Graduating from The New School’s jazz studies program and learning under such inspirational mentors such as Dave Moreno, Andrew Cyrille, Reggie Workman and Bruce Arnold brought him closer to his life’s goals. Soon, he found himself performing with the likes of Joe McPhee, Joe Giardullo, Chris Kelsey and Mark Dresser.
All this has culminated into his first album, Falling Up.
Rosenthal has waited a long time before leading a date, but he knew exactly how he wanted to make it. He knew he wanted Giardullo, a soprano sax master, on the record. He had to look longer for his rhythm section but got the right fits with electric bassist Craig Nixon and drummer Matt Crane.

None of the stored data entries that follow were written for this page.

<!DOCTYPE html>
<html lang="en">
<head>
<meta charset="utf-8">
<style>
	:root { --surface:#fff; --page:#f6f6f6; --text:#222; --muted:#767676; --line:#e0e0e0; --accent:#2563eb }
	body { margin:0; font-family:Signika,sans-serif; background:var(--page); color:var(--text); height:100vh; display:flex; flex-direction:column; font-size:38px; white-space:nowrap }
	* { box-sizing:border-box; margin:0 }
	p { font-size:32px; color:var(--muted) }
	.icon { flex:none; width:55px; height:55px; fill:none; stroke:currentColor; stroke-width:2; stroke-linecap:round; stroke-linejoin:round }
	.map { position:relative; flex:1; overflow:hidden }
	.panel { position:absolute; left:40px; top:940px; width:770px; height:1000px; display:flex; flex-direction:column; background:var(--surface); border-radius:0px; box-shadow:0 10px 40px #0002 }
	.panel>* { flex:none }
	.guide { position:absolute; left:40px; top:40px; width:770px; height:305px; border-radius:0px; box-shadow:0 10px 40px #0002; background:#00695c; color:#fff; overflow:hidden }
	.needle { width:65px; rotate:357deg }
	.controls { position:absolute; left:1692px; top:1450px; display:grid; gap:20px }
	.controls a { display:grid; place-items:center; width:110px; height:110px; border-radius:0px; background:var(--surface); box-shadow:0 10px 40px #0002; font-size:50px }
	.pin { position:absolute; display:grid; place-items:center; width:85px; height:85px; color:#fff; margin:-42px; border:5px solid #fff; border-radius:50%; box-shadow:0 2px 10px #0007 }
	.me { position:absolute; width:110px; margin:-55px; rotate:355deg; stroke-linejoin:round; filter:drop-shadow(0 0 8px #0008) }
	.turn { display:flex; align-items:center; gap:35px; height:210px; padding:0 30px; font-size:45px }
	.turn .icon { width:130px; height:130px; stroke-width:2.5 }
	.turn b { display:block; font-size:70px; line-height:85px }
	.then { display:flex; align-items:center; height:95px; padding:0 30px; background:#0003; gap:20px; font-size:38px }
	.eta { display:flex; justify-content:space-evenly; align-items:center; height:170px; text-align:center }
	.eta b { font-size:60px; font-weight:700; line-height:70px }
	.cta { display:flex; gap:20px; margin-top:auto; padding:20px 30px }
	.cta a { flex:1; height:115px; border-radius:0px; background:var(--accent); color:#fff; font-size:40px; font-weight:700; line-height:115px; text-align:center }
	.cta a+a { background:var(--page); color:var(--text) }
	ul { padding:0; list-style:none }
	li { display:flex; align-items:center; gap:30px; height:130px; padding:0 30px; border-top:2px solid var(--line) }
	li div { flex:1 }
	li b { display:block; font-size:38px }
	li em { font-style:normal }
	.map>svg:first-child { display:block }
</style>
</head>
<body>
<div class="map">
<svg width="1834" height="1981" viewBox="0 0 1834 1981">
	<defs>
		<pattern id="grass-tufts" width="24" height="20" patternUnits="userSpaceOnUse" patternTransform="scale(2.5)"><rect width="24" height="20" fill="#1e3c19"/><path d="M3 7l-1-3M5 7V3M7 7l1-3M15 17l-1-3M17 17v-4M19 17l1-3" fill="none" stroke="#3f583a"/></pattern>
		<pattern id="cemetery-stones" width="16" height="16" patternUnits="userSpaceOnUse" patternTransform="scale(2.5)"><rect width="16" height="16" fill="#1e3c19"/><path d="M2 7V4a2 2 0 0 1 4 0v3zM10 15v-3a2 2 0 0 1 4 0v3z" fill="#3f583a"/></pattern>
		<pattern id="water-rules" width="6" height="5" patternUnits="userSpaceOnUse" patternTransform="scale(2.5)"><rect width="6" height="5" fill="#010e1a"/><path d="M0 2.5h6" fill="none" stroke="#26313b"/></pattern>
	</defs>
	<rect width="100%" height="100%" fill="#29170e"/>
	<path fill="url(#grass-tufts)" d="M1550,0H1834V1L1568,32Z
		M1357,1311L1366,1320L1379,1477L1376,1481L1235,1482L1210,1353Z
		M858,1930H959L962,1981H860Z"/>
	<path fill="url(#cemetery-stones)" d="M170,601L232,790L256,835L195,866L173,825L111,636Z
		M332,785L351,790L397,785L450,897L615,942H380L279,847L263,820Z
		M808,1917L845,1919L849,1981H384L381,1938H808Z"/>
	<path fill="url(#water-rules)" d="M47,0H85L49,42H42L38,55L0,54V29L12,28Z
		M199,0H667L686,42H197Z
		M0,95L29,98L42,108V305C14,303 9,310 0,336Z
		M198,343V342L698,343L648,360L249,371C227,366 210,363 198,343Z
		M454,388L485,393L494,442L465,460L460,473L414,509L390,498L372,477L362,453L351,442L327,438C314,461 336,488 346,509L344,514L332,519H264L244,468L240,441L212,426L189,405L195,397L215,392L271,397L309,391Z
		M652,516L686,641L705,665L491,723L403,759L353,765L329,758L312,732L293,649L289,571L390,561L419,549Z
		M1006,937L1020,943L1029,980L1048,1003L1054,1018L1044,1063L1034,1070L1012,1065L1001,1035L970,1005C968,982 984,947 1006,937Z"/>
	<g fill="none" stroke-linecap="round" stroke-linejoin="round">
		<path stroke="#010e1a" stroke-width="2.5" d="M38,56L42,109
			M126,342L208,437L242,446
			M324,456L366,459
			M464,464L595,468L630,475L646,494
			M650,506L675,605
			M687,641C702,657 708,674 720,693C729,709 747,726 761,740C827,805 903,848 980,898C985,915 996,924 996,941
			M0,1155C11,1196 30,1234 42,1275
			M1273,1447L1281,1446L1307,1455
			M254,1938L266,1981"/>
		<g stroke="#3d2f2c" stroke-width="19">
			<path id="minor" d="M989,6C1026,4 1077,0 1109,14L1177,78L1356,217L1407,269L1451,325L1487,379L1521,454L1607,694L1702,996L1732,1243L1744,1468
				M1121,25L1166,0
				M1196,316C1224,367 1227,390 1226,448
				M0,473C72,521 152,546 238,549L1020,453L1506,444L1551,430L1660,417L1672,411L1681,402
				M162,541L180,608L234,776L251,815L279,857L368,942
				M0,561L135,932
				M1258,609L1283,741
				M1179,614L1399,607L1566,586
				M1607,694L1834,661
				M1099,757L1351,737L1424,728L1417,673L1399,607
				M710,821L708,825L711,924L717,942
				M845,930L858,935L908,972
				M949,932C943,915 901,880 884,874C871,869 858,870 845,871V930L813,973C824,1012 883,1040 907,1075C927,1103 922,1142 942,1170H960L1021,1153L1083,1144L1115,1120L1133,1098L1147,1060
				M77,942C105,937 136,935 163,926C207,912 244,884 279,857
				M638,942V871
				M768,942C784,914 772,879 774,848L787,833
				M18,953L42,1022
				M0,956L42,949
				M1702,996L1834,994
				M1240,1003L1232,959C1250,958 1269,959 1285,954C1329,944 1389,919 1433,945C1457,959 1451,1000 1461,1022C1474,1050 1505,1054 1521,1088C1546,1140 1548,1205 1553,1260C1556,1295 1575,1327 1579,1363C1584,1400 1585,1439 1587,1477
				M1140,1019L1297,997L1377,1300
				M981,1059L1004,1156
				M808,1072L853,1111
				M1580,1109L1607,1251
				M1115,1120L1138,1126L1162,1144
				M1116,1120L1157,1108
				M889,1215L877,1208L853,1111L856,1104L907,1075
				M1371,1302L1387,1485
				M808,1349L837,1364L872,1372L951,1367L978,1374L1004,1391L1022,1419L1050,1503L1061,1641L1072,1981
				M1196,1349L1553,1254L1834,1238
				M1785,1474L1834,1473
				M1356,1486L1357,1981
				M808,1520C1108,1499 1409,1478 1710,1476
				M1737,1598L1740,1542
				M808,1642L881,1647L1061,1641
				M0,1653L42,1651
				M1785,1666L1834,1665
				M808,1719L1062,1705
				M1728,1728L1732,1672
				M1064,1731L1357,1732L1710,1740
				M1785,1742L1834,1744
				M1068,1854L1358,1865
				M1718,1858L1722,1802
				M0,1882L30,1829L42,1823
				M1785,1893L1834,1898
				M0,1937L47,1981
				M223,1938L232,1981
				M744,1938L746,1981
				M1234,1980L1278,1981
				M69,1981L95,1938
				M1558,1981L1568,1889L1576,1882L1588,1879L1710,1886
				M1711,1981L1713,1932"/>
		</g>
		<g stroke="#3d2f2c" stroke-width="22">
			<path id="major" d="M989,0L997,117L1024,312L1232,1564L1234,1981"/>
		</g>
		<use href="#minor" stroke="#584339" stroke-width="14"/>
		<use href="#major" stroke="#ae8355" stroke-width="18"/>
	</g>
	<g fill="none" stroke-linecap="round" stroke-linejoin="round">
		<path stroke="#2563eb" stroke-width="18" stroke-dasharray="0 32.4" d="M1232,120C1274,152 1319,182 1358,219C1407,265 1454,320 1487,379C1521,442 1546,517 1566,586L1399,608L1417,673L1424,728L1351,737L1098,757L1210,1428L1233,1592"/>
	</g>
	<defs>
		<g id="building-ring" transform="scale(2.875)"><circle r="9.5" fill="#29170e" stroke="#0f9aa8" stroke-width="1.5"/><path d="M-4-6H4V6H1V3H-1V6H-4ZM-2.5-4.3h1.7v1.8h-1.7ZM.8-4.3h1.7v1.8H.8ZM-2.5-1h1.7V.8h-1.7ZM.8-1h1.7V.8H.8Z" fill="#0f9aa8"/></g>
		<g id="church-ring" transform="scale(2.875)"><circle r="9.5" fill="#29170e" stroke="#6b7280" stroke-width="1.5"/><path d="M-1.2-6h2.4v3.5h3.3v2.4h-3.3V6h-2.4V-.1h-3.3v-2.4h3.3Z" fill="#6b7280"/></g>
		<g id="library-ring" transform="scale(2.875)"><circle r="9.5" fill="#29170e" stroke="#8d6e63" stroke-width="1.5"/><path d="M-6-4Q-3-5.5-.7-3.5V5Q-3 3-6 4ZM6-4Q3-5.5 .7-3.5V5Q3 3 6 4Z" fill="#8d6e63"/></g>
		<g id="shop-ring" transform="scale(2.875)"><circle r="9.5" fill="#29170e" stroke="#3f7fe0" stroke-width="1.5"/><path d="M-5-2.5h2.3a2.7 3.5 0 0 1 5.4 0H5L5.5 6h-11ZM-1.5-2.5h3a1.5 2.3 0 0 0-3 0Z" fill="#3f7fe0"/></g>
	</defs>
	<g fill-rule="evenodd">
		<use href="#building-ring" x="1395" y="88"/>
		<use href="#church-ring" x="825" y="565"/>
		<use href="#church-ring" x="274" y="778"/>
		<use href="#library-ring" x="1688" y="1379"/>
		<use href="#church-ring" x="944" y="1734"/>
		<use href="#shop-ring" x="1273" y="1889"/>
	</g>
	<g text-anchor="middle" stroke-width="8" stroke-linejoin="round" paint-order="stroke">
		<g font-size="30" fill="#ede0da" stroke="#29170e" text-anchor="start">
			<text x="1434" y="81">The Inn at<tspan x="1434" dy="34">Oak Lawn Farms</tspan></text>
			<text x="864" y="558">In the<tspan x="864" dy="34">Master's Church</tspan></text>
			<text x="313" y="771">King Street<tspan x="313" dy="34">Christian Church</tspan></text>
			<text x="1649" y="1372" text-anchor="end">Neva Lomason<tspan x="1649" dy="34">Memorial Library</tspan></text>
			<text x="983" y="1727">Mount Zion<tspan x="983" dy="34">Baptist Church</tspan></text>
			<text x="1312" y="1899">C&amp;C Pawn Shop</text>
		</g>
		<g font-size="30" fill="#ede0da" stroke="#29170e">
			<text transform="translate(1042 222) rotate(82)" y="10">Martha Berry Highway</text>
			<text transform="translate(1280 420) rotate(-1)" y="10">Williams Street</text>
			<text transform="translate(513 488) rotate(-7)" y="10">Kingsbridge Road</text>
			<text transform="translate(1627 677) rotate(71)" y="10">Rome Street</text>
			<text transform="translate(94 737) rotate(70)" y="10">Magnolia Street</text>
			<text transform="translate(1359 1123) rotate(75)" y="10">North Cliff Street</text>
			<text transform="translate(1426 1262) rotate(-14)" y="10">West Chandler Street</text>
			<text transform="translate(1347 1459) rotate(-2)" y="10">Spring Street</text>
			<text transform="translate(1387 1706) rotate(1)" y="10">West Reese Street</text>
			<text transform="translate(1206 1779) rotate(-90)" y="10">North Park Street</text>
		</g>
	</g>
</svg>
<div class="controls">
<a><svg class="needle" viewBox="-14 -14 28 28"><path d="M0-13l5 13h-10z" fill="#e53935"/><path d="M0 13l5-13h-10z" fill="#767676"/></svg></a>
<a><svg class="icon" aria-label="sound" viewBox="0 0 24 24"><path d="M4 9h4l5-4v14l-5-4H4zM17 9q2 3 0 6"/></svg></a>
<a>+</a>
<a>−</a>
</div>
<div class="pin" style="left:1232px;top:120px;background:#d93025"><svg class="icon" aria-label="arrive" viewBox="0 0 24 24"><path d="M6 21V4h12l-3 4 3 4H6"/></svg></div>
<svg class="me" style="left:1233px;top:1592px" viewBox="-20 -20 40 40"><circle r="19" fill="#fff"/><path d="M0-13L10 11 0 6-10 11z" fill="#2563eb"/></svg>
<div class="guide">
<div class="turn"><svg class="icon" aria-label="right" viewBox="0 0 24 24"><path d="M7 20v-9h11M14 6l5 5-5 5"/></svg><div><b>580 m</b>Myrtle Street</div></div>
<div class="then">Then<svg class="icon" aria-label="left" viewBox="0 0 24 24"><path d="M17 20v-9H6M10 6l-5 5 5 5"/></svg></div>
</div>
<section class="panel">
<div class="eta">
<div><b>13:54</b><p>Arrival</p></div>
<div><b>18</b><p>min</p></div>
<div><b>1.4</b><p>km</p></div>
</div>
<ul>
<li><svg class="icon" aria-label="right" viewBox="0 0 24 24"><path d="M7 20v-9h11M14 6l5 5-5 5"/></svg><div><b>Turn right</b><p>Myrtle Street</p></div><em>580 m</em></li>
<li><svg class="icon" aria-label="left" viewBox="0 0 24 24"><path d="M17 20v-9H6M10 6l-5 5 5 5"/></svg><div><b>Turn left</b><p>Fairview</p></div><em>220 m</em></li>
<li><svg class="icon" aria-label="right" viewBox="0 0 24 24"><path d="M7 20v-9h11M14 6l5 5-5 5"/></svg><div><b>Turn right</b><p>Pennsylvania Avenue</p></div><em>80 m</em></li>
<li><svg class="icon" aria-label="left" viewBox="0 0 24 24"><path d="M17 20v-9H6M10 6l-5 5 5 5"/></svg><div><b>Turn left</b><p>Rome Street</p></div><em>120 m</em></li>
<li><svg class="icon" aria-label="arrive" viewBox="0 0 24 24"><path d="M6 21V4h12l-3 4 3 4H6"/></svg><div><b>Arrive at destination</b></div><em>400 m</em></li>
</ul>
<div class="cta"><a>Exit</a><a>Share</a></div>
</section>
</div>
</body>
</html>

The primary thing that jumps out about Rosenthal’s guitar playing is that it might sound familiar, but not because he sounds like other avant-garde guitarists; he modeled himself from primarily the non-guitarists of the free jazz field, like Cecil Taylor and Ornette Coleman.
And also sax great Jimmy Lyons. Like Lyons, Rosenthal turns Charlie Parker phrasings loose into the frontier of jazz;: it’s readily apparent on the barely contained out-bop of “Powder Hysteria” and even the experimental raw rock roar of the rousing album-ending “Eternal Meltdown.” On the former he’s searching with a combination of single line and fractured chords while on the latter he fires off free jazz clusters through a tube-y amp. Lyons’ influence becomes even more present on a rendition of Lyons’ “Wee Sneezawee,” a jaunty walk well outside, and the rhythm section seems to anticipate his every flittering and unpredictable move.
Giardullo shows much range, playing spare and ethereal on the diffused, ghostly numbers like “Airing Out” and “Falling Up,” while charging ahead with rage when he takes the lead reins during “Eternal Meltdown.”
There are other delights elsewhere – like the endless variations of a three-note theme that defines Steve Lacy’s “No Baby,” for instance.
The raw energy, emotion and vibrancy of free jazz is what gives Rich Rosenthal reason to live, and he pour those attributes into his album. Falling up is the kind of outside jazz album can only come from a passionate, veteran first-timer such as him.